Ich rede hier nicht von theoretischen Aussenansichten. Ich sass, und da hast Du, Gaby, Fakten, die Dir geographisch nahe genug liegen, um zu verifizieren, ob ich Innenansicht beanspruchen darf: ich sass z.B. auf der Ignathia Othos in Thessaloniki stundenlang mit Anwaeltin und Notar zusammen, um Dinge fuer jemanden regeln zu helfen, von denen Olivias Freundin hier ein Lied singen kann.
Das funktioniert, oder funktioniert(e) in Grechenland naemlich so: ob im Grundbuch richtig eingetragen oder nicht: jemand erwirbt oder erbt ein Grundstueck. Z.B. an einem malerischen Strande. Nun will er dort ein Haus bauen, etwa fuer seine Kinder, als Alterssitz oder als Touristen-Bungalows mit Strandblick.
Baugenehmigung kann man zwar beantragen – aber mit oder ohne Genehmigung: das Haus wird in jedem Fall gebaut. Und wenn die Genehmigung jemals kommt, steht da "irgendwas anderes" drin, als der konkreten Bausubstanz entspricht (notabene: es ist ja evtl. noch nicht mal das Grundbuch berichtigt!). Auch hier habe ich schon leise angedeutet, wie das dann aussieht (fuer jemanden, der deutsche Standards gewohnt ist).
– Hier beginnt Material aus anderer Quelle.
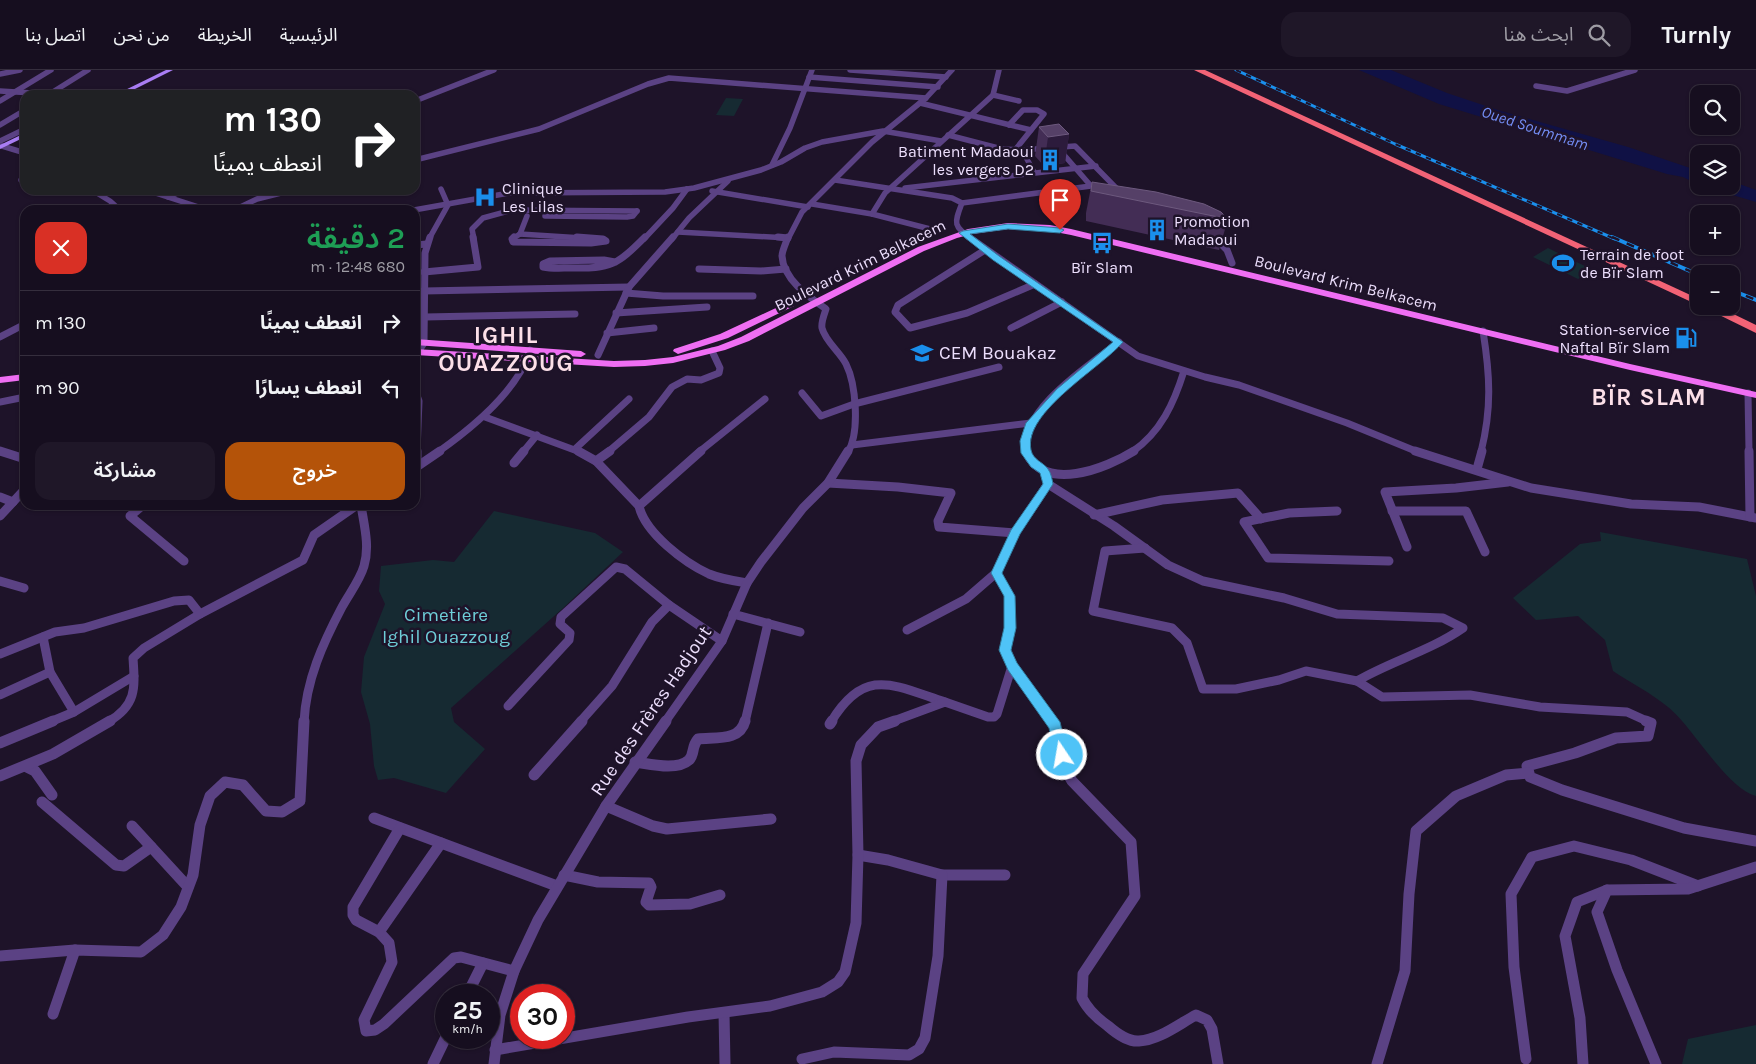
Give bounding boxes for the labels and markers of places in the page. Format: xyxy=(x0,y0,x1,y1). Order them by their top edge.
place label: Batiment Madaoui les vergers D2 xyxy=(898,142,1034,179)
building icon: Batiment Madaoui les vergers D2 xyxy=(1037,147,1063,173)
place label: Clinique Les Lilas xyxy=(502,179,564,216)
pin xyxy=(1039,179,1081,230)
hospital icon: Clinique Les Lilas xyxy=(472,184,498,210)
place label: Promotion Madaoui xyxy=(1174,212,1250,249)
building icon: Promotion Madaoui xyxy=(1144,217,1170,243)
bus stop icon: Bïr Slam xyxy=(1089,230,1115,256)
place label: Terrain de foot de Bïr Slam xyxy=(1580,245,1684,282)
sports icon: Terrain de foot de Bïr Slam xyxy=(1550,250,1576,276)
place label: Bïr Slam xyxy=(1071,258,1133,277)
place label: Station-service Naftal Bïr Slam xyxy=(1559,320,1670,357)
fuel station icon: Station-service Naftal Bïr Slam xyxy=(1673,325,1699,351)
school or university icon: CEM Bouakaz xyxy=(909,340,935,366)
place label: CEM Bouakaz xyxy=(939,342,1056,364)

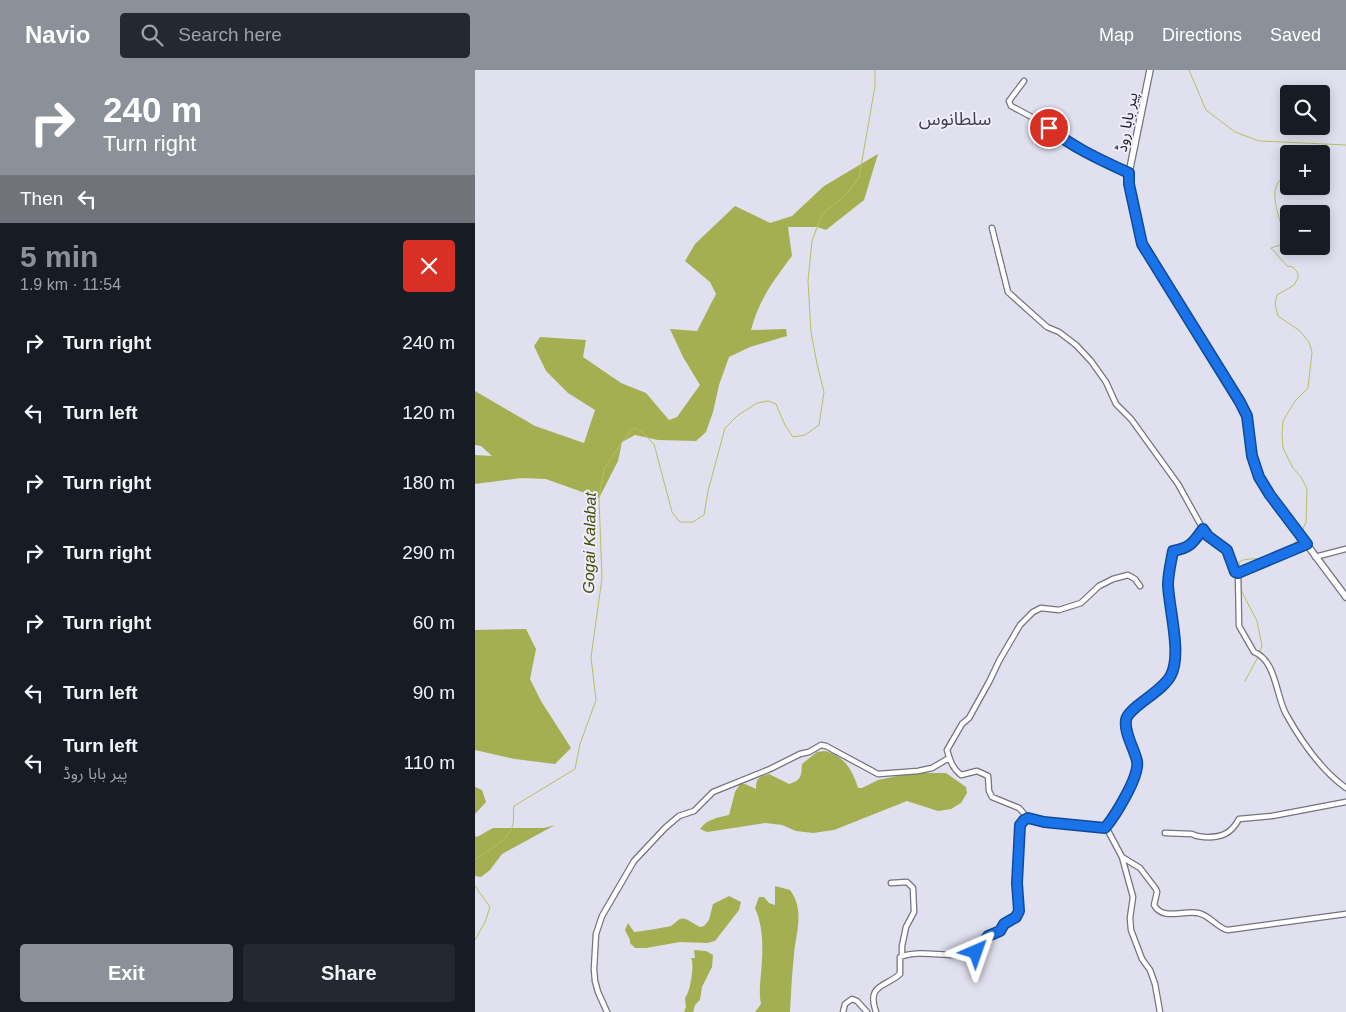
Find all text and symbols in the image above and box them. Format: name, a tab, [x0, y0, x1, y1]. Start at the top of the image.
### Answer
search box	[120, 13, 470, 58]
text: Navio	[25, 21, 90, 48]
icon: search	[138, 21, 166, 49]
text: Search here	[178, 24, 282, 45]
text: Map	[1099, 25, 1134, 45]
text: Directions	[1162, 25, 1242, 45]
text: Saved	[1270, 25, 1321, 45]
map controls	[1280, 85, 1330, 255]
button: search	[1280, 85, 1330, 135]
icon: right	[20, 90, 85, 155]
text: 240 m	[103, 90, 202, 129]
street label: پیر بابا روڈ	[1112, 91, 1143, 154]
pin	[1028, 107, 1070, 149]
district label: سلطانوس	[919, 109, 991, 130]
icon: arrive	[1035, 114, 1063, 142]
text: Turn right	[103, 131, 196, 156]
button: +	[1280, 145, 1330, 195]
icon: left	[73, 185, 101, 213]
text: Then	[20, 188, 63, 209]
button: −	[1280, 205, 1330, 255]
text: 5 min	[20, 240, 98, 273]
button: close	[403, 240, 455, 292]
text: 1.9 km · 11:54	[20, 276, 121, 293]
icon: right	[20, 329, 48, 357]
text: Turn right	[63, 332, 151, 353]
text: 240 m	[402, 332, 455, 353]
icon: left	[20, 399, 48, 427]
text: Turn left	[63, 402, 138, 423]
text: 120 m	[402, 402, 455, 423]
icon: right	[20, 469, 48, 497]
text: Turn right	[63, 472, 151, 493]
text: 180 m	[402, 472, 455, 493]
water label: Gogai Kalabat	[580, 492, 599, 594]
icon: right	[20, 539, 48, 567]
text: Turn right	[63, 542, 151, 563]
text: 290 m	[402, 542, 455, 563]
icon: right	[20, 609, 48, 637]
text: Turn right	[63, 612, 151, 633]
text: 60 m	[413, 612, 455, 633]
icon: left	[20, 679, 48, 707]
text: Turn left	[63, 682, 138, 703]
text: 90 m	[413, 682, 455, 703]
text: Turn left	[63, 735, 138, 756]
icon: left	[20, 749, 48, 777]
text: 110 m	[404, 752, 455, 773]
text: پیر بابا روڈ	[63, 765, 128, 782]
position arrow	[949, 925, 1001, 977]
button: Exit	[20, 944, 233, 1002]
button: Share	[243, 944, 455, 1002]

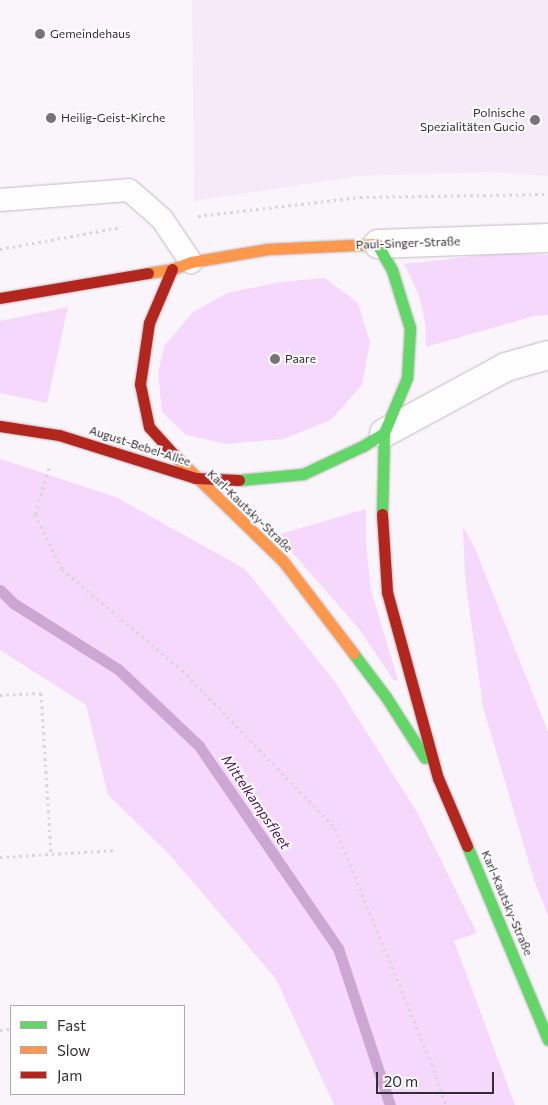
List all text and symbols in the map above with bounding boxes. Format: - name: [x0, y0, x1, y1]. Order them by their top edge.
- place label: Gemeindehaus: [50, 27, 130, 41]
- marker: Gemeindehaus: [34, 28, 46, 40]
- place label: Polnische Spezialitäten Gucio: [420, 106, 525, 134]
- place label: Heilig-Geist-Kirche: [61, 111, 165, 125]
- marker: Heilig-Geist-Kirche: [45, 112, 57, 124]
- marker: Polnische Spezialitäten Gucio: [529, 114, 541, 126]
- street label: Paul-Singer-Straße: [355, 234, 461, 252]
- place label: Paare: [285, 352, 316, 366]
- marker: Paare: [269, 353, 281, 365]
- street label: August-Bebel-Allee: [87, 423, 193, 469]
- street label: Karl-Kautsky-Straße: [204, 467, 296, 555]
- water label: Mittelkampsfleet: [218, 752, 294, 852]
- street label: Karl-Kautsky-Straße: [478, 848, 536, 958]
- legend: [10, 1005, 185, 1095]
- text: Fast: [57, 1016, 86, 1034]
- text: Slow: [57, 1041, 90, 1059]
- scale bar: [378, 1062, 496, 1094]
- text: Jam: [57, 1066, 82, 1084]
- text: 20 m: [384, 1072, 418, 1090]

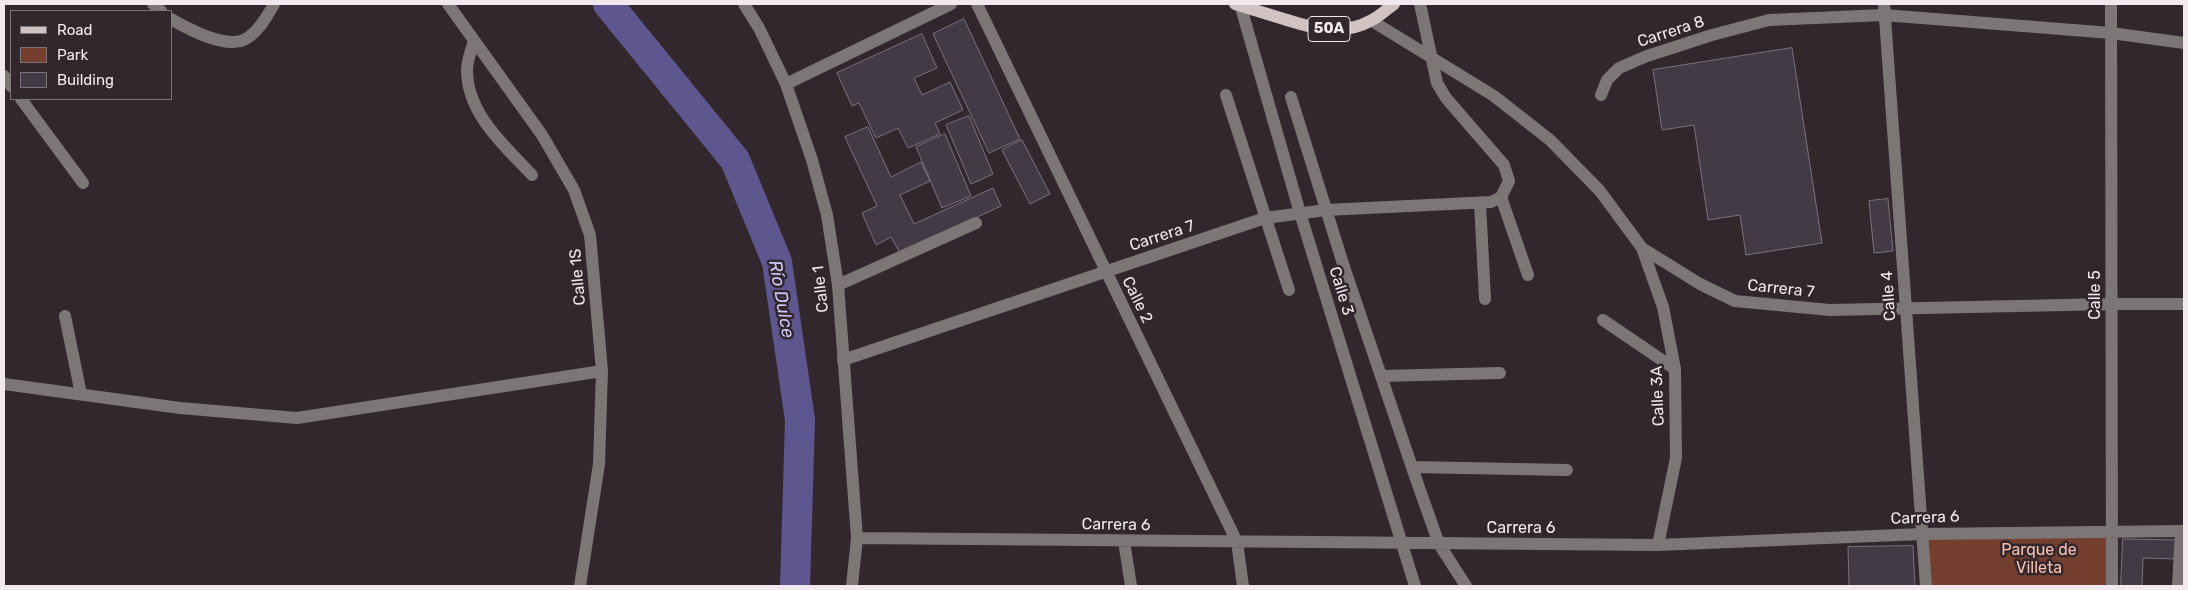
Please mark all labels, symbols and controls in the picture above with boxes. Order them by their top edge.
legend [10,10,172,100]
street label: Carrera 8 [1635,12,1707,52]
road number: 50A [1308,16,1350,42]
text: Road [57,21,93,39]
text: Park [57,46,88,64]
text: Building [57,71,114,89]
street label: Carrera 7 [1127,216,1197,256]
street label: Calle 1S [566,248,590,306]
water label: Río Dulce [764,258,798,340]
street label: Calle 3 [1325,264,1357,318]
street label: Calle 1 [809,265,833,313]
street label: Calle 4 [1878,270,1900,322]
street label: Calle 5 [2085,270,2105,320]
street label: Calle 2 [1118,274,1156,326]
street label: Carrera 7 [1747,276,1815,302]
street label: Calle 3A [1647,365,1669,427]
street label: Carrera 6 [1890,507,1960,529]
street label: Carrera 6 [1081,515,1151,535]
street label: Carrera 6 [1487,518,1555,538]
park label: Parque de Villeta [2001,540,2077,578]

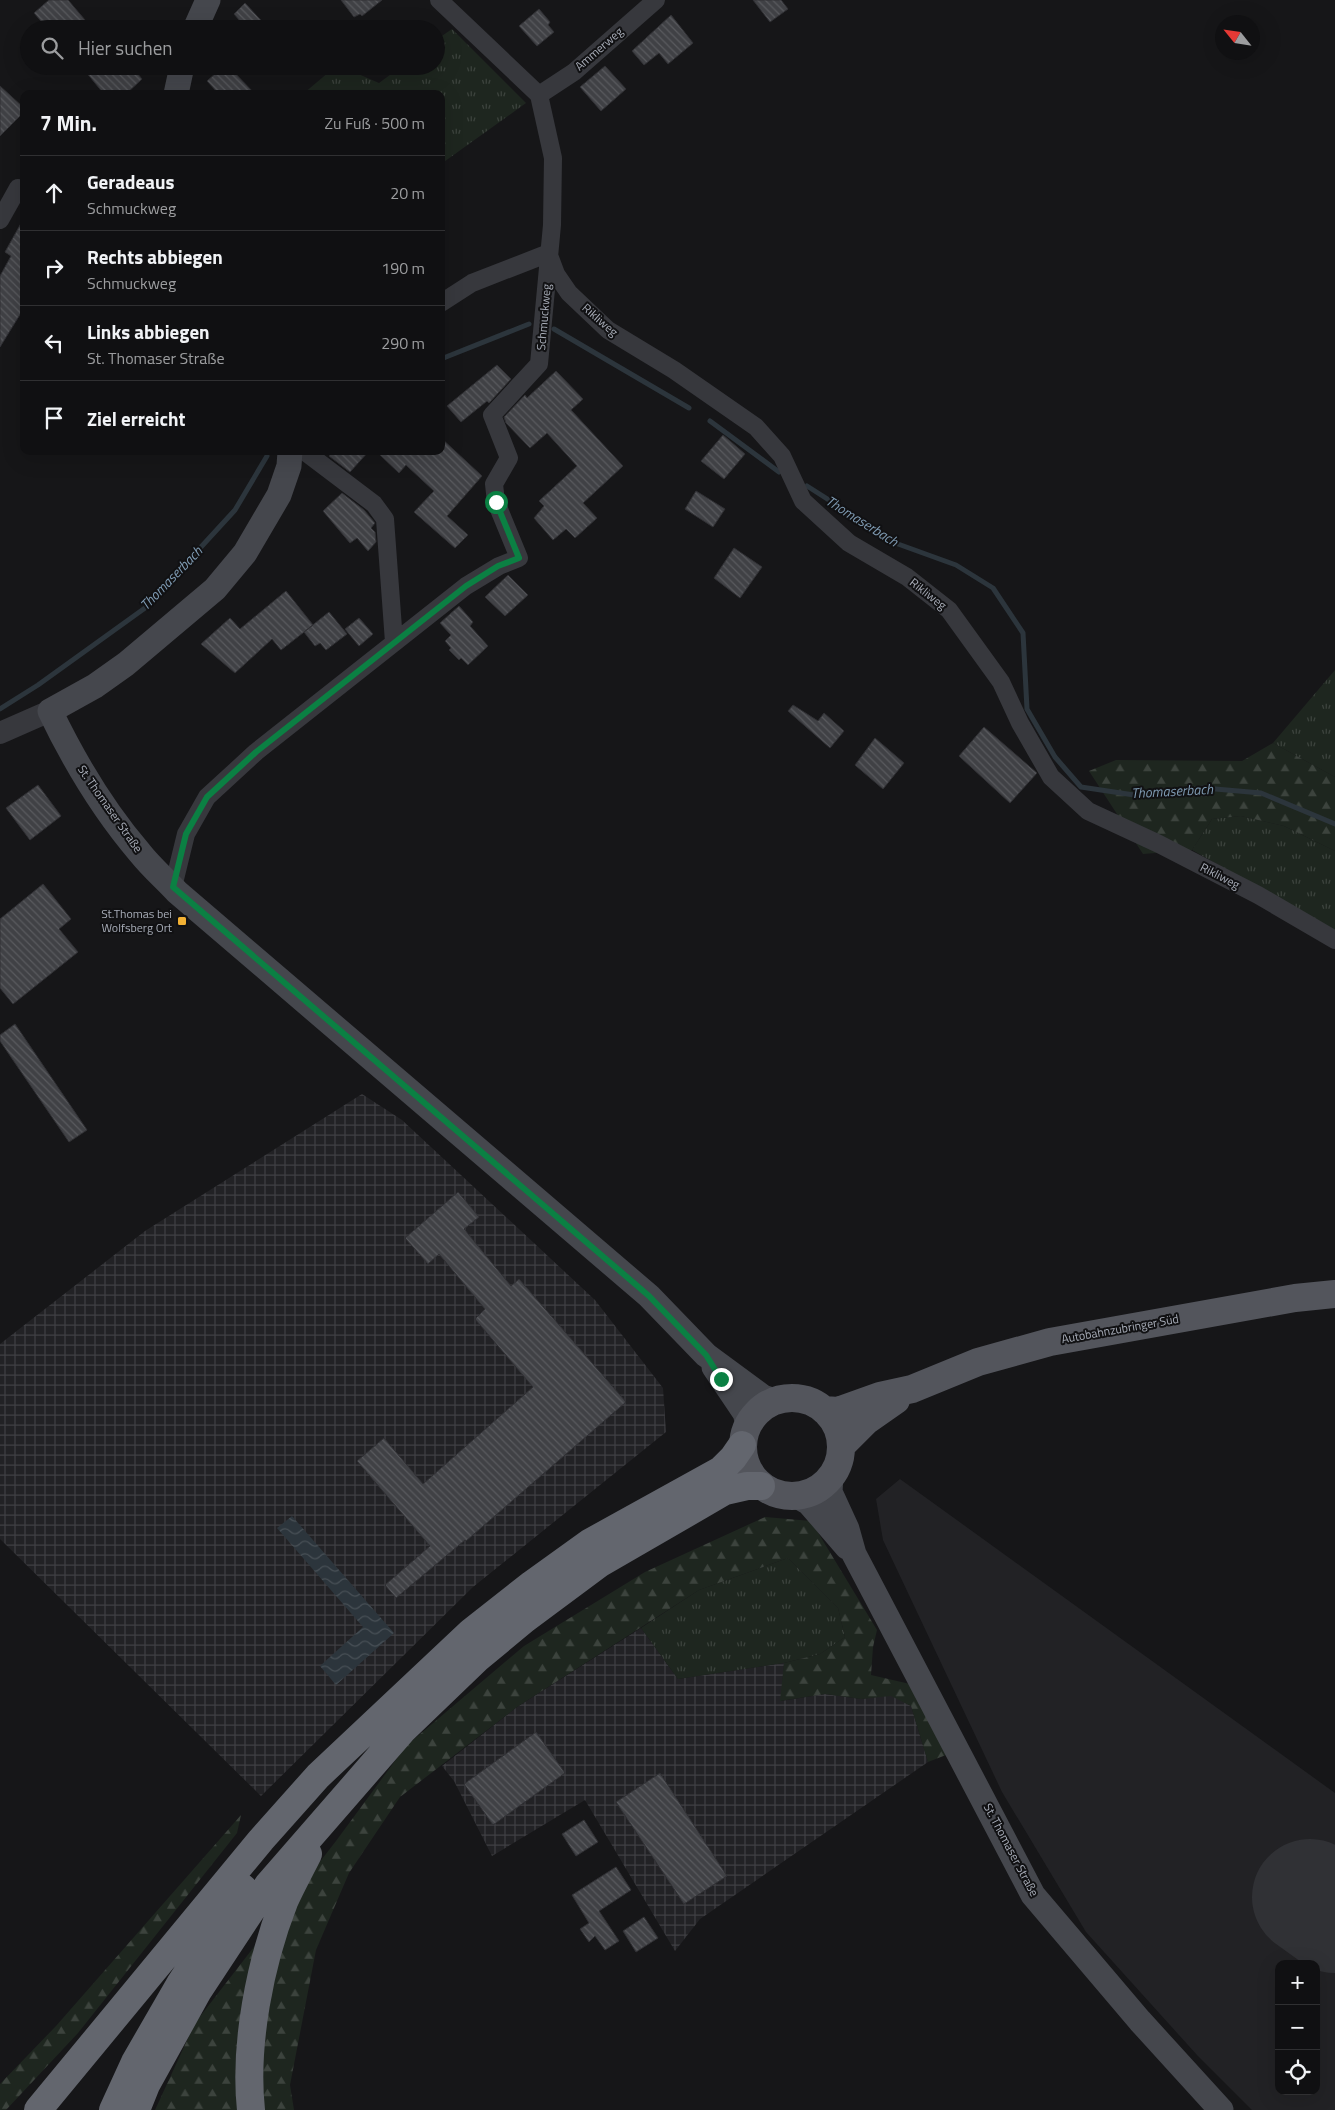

Damit man keinen Baustopp bekommt, muss natuerlich die Bauaufsicht geschmiert werden. Jetzt kommt der Wasseranschluss. Da muss natuerlich etwas nachgeholfen werden. Fuer nicht genehmigte Haeuser in nicht erschlossenen (!!!) Baugebieten ist in der Regel ja gar kein Wassernetz vorgesehen ... Ach ja, Abwasser koennte man auch noch brauchen. Wie war das mit Strom und Telefon? Gas – dann doch lieber Flaschen, nich'?
(Daher hier mein kleiner Seitenhieb neulich)
Das alles funktioniert ja noch "irgendwie". Aber wo spaetestens "der" Deutsche nicht mehr mitkommt, ist: ohne vorgaengige Stadtplanung sind ja alle Netze nicht ausgelegt fuer die spaeter beanspruchten Anschlusswerte der Schwarzbauten! Da steht dann schon mal die K*cke im Klo – weil, nachdem der naechste (und der naechste, und der naechste) Nachbar seinen Schwarzbau angeschlossen (bekommen) hat, kann ein Abwassernetz, das fuer solche Geisterhaeuser ja gar nicht ausgelegt ist, nicht mehr ausreichen.
Denn: dieses Netz ist erstaunlicherweise so projektiert worden, wie der Flaechennutzungs-Plan es vorsieht: da stehen an der Stelle gar keine Haeuser. Folglich werden sie beim Rohrquerschnitt auch nicht beruecksichtigt. Und das ist spaeter auch mit noch so viel Schmiergeld nicht mehr zu aendern. Da kommt dann eher ein Minister (der das nie lange genug ueberlebt) und reisst alle "Schwarzbauten" wieder ab.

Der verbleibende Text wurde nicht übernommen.